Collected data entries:
........

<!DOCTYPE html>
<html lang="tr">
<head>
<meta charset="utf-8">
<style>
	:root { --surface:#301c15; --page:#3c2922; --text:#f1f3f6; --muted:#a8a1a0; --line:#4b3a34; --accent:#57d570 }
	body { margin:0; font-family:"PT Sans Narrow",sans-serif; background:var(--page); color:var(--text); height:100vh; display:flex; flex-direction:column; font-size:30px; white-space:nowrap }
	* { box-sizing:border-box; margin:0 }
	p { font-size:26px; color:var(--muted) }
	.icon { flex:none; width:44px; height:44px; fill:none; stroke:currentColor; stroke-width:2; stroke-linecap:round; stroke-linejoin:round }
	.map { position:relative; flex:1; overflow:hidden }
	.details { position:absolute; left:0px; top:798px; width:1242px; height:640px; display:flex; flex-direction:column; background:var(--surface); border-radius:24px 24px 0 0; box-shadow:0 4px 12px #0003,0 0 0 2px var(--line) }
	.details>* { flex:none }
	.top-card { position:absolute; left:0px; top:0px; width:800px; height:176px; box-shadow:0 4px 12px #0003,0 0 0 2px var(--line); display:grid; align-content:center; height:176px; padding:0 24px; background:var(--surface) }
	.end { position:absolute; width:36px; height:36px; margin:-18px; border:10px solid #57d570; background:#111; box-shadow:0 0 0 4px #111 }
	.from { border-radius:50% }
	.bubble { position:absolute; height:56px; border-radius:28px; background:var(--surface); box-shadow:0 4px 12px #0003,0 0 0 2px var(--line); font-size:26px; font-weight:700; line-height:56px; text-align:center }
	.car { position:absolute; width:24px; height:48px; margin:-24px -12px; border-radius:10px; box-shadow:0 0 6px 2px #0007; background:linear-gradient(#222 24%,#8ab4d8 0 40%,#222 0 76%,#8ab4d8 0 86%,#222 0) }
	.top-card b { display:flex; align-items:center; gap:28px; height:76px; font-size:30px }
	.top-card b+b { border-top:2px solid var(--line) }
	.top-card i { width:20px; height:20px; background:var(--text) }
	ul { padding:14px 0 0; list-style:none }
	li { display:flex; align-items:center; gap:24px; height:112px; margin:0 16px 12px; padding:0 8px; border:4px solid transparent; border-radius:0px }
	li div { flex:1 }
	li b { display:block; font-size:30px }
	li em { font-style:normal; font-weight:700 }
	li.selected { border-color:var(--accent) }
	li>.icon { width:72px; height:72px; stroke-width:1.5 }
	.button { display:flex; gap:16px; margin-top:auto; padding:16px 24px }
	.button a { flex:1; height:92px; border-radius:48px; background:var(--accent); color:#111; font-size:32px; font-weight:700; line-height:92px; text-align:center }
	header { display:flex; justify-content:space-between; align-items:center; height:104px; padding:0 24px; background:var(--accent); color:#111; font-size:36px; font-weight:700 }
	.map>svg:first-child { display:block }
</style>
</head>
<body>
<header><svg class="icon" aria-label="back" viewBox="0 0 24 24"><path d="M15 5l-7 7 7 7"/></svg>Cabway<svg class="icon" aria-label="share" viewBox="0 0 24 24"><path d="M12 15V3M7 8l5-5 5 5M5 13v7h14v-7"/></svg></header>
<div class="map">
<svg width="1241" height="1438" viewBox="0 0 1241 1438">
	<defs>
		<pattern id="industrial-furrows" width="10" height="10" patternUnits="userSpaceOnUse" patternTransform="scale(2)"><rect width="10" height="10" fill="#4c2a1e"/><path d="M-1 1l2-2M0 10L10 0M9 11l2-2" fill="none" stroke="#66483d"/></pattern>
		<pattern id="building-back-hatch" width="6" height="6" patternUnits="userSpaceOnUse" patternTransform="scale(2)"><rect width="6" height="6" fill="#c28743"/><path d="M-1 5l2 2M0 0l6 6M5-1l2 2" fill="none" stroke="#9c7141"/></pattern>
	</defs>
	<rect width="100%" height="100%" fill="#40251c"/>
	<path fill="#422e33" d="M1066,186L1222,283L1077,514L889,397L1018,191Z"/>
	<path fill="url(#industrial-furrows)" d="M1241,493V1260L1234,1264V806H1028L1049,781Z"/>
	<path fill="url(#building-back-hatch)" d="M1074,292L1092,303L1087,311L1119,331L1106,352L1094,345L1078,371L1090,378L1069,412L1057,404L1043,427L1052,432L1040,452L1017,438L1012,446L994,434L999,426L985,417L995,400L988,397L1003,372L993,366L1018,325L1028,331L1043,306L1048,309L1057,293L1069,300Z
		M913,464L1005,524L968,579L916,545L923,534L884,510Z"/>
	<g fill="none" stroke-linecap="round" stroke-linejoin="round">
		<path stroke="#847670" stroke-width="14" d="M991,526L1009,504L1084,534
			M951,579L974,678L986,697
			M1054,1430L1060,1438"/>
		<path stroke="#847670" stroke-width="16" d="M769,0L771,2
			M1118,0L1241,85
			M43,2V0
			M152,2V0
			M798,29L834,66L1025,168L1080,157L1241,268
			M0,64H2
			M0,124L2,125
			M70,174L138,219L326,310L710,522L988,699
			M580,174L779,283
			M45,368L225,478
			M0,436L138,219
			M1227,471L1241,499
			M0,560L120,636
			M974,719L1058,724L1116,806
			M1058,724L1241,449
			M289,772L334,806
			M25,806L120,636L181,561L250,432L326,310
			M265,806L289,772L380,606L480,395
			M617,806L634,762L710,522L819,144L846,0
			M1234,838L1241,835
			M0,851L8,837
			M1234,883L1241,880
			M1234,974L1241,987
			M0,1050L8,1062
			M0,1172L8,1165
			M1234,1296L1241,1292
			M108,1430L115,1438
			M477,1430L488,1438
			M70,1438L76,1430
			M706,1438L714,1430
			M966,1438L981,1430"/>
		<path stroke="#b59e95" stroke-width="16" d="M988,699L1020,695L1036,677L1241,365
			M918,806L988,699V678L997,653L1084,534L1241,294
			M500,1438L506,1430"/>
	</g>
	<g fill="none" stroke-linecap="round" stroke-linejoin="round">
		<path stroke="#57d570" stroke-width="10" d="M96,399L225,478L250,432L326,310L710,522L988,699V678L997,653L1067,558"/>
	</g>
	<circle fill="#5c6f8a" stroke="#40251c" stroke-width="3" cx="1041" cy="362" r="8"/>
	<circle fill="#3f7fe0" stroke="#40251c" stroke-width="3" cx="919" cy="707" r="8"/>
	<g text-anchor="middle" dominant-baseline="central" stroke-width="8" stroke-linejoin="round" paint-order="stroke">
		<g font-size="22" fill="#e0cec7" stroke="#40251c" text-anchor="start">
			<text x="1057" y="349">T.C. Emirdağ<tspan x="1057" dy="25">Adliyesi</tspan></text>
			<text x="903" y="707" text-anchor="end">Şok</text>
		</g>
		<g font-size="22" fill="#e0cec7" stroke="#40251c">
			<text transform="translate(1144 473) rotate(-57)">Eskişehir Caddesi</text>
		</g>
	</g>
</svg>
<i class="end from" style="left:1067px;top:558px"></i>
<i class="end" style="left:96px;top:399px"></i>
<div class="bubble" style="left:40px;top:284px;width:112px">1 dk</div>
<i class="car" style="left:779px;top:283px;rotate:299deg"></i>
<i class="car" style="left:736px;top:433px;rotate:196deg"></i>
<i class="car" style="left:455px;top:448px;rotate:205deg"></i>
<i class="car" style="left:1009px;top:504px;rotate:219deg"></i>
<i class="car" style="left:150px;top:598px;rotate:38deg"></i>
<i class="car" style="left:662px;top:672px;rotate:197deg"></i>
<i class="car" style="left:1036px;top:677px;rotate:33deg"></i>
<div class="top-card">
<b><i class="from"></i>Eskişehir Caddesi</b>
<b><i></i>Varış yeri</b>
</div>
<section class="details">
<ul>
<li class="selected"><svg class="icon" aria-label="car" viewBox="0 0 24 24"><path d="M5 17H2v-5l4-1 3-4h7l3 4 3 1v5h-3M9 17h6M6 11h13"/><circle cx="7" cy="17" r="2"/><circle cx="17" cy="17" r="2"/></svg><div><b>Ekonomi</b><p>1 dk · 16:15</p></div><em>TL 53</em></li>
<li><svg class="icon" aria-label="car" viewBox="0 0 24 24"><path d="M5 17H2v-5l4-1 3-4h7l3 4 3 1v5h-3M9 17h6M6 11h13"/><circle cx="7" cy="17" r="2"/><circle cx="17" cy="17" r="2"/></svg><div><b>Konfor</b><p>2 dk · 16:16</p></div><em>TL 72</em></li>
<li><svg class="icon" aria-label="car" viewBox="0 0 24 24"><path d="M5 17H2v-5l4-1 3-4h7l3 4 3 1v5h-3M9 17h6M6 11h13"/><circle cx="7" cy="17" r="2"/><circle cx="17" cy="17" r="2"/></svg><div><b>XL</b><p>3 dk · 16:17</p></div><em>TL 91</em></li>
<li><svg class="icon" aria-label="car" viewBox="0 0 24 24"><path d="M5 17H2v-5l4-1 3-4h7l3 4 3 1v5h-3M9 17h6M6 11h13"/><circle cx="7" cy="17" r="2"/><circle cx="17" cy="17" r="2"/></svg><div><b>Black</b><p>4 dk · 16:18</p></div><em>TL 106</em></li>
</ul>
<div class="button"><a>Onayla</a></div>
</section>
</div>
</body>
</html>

........

What you should do -
Return only the number of lines above that include the word "details".

Output for this task -
3